## Listed records
########################################
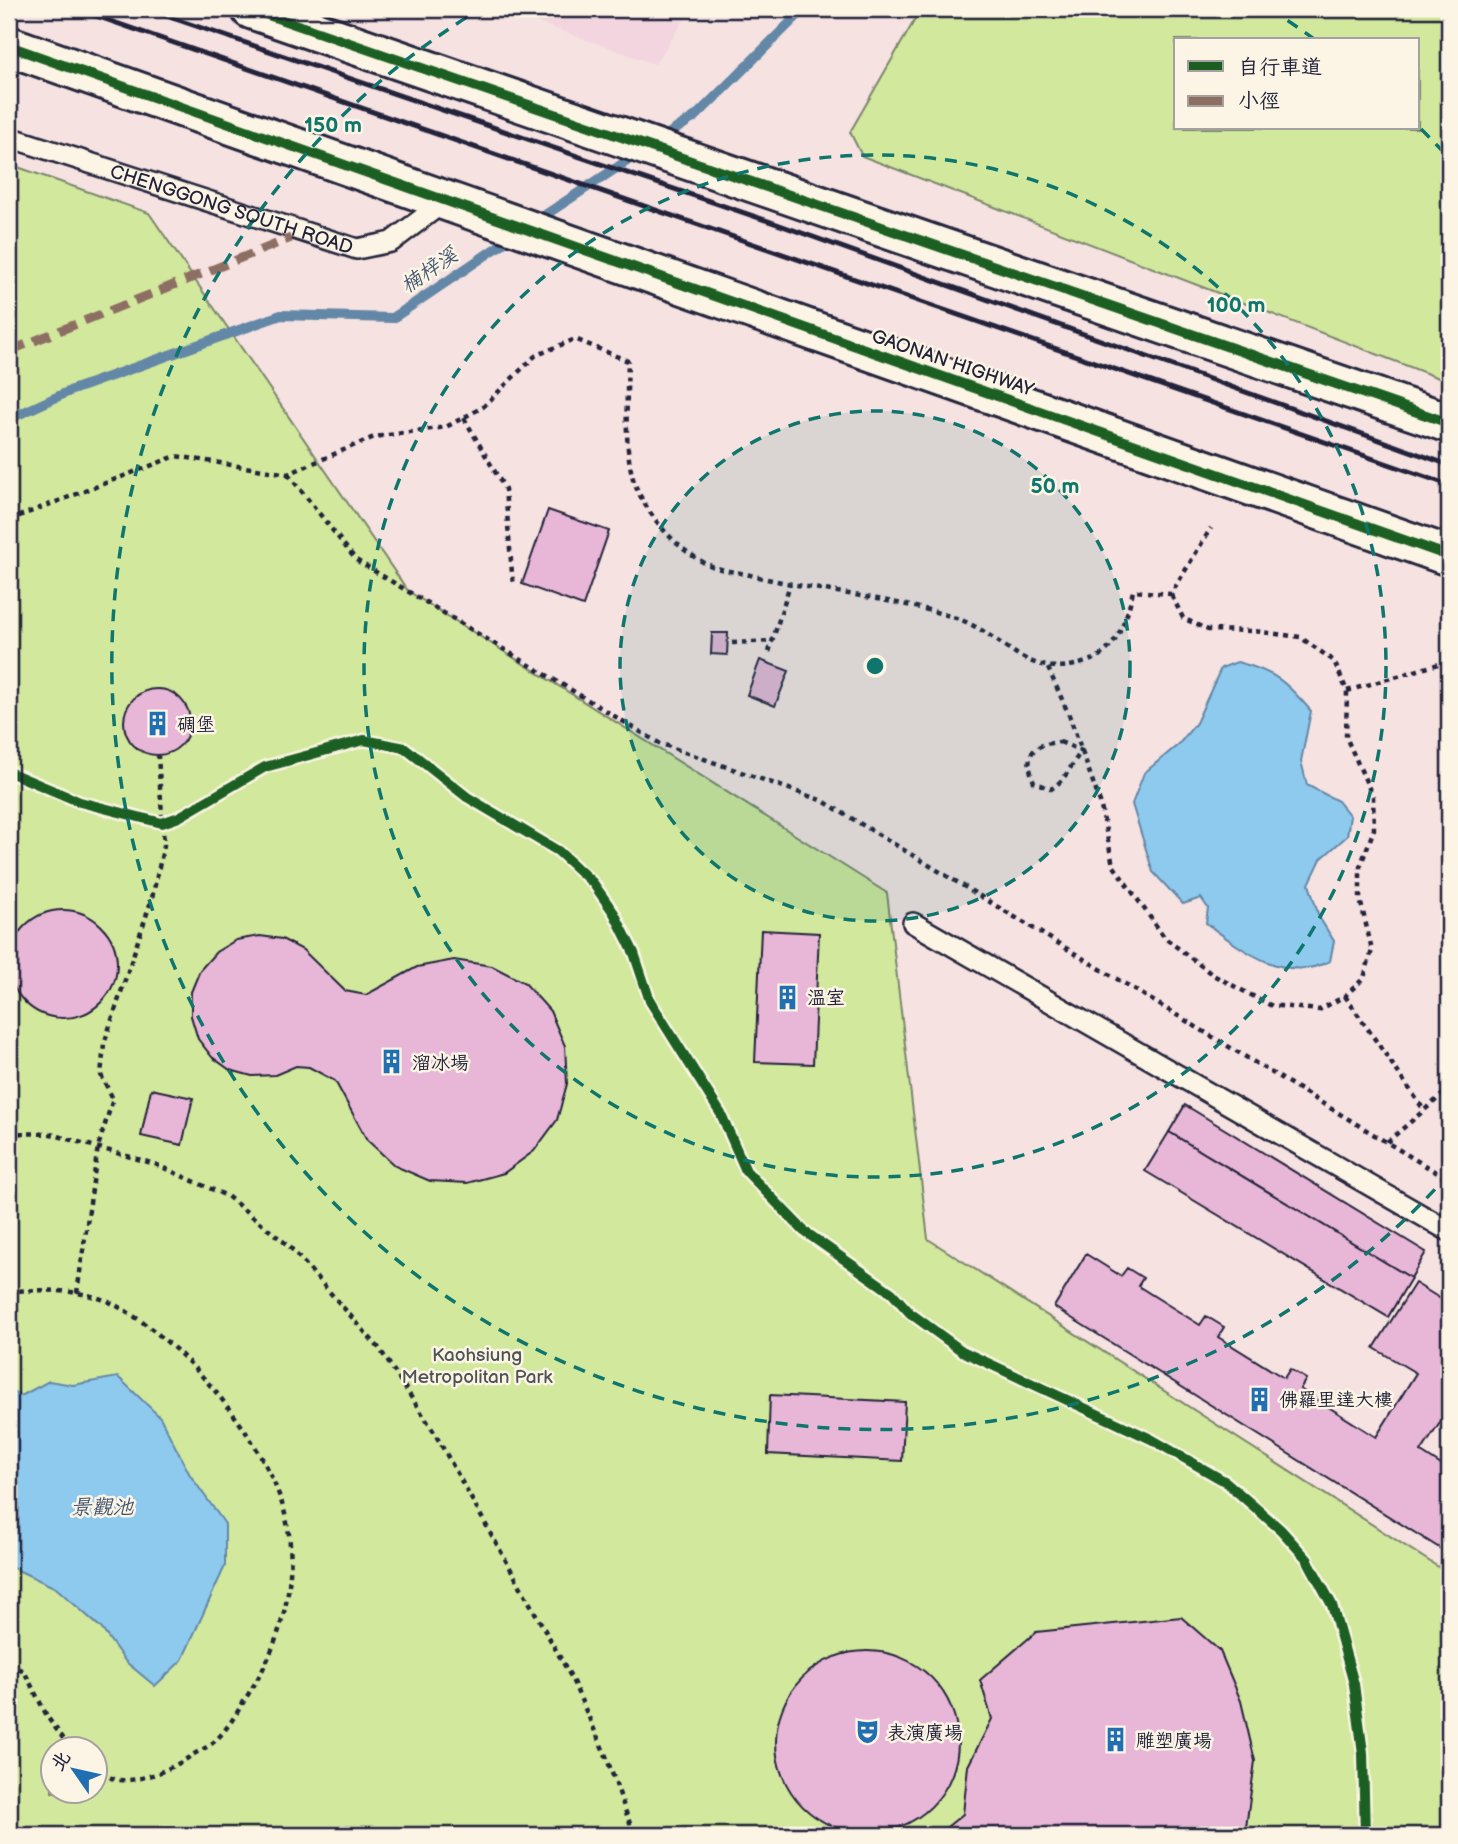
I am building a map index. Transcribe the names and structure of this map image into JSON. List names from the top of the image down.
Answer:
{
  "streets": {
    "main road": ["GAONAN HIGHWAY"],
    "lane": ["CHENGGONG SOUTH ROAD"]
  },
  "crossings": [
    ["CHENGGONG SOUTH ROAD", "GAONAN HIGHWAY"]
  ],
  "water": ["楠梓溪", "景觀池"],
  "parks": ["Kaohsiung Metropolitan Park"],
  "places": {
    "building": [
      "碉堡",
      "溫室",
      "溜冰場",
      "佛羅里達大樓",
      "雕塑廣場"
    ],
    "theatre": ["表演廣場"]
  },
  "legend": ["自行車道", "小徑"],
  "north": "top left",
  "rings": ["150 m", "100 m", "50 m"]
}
########################################
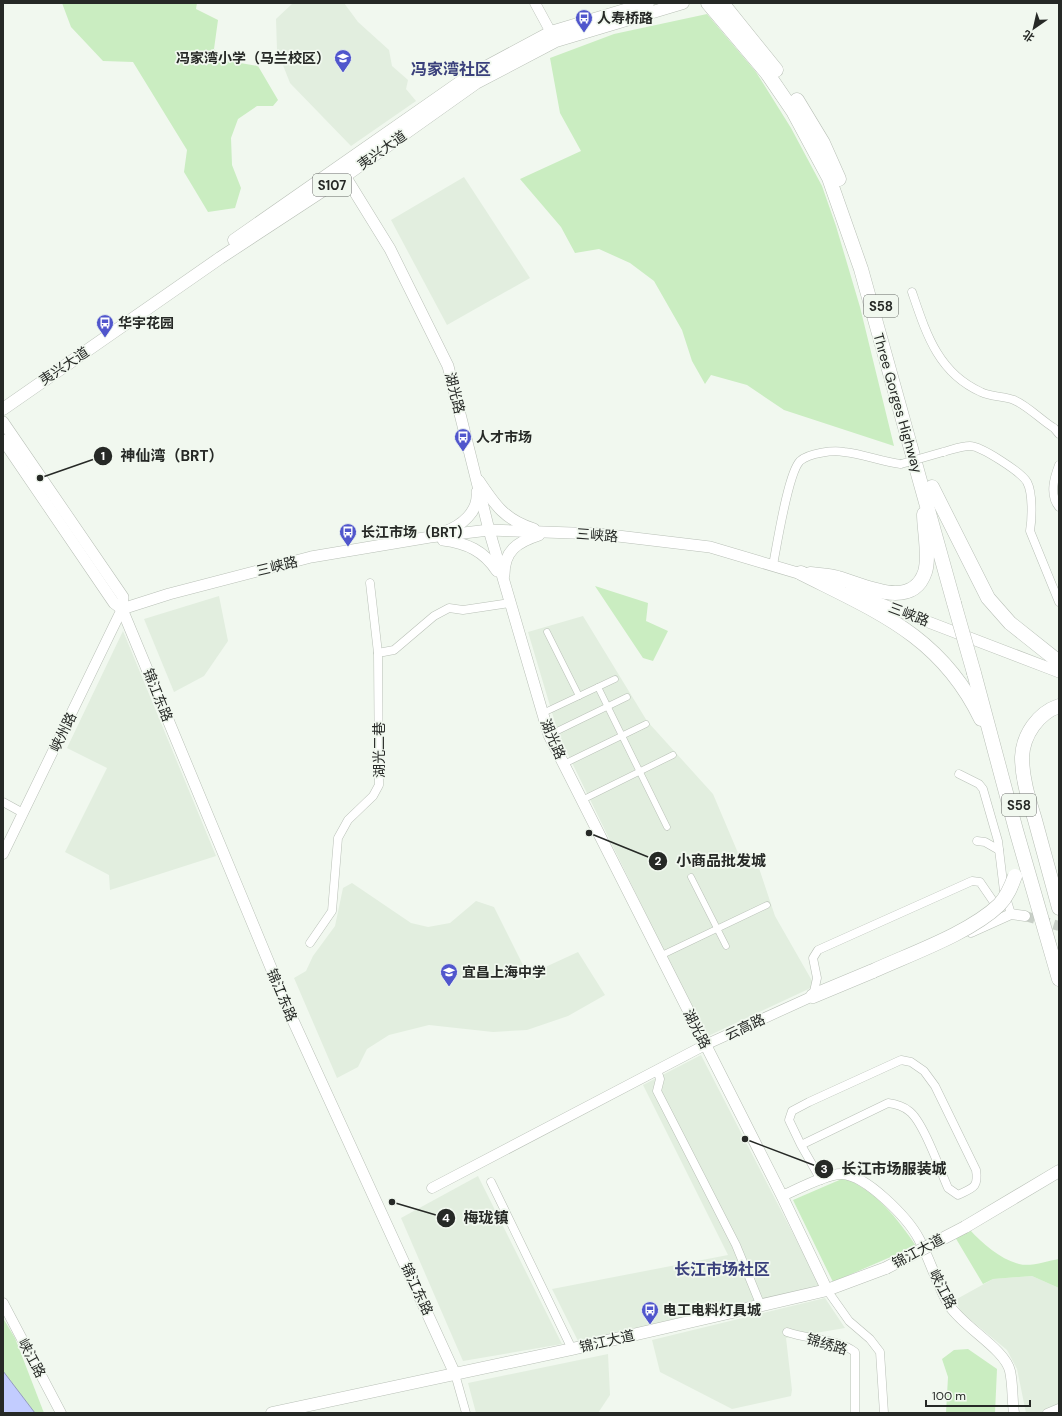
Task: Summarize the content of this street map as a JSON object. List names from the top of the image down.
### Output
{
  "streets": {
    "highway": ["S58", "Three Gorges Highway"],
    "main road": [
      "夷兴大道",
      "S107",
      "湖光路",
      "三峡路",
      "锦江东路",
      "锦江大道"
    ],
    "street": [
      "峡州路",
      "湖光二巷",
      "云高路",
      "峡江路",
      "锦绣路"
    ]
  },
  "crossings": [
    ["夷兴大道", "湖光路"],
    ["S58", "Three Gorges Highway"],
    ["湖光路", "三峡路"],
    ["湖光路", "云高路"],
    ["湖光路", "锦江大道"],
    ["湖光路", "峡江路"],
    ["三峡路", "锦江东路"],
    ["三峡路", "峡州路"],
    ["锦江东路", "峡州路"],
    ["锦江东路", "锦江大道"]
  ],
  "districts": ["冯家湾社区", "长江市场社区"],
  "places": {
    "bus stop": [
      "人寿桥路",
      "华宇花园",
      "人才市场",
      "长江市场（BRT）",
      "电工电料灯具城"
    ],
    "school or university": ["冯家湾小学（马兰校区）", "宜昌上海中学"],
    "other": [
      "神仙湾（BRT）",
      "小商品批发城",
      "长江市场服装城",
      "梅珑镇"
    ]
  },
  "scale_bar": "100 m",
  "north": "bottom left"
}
########################################
## Task
Would you return all lines from the preceding listing that contain the word "names"?

## Response to the task
I am building a map index. Transcribe the names and structure of this map image into JSON. List names from the top of the image down.
Task: Summarize the content of this street map as a JSON object. List names from the top of the image down.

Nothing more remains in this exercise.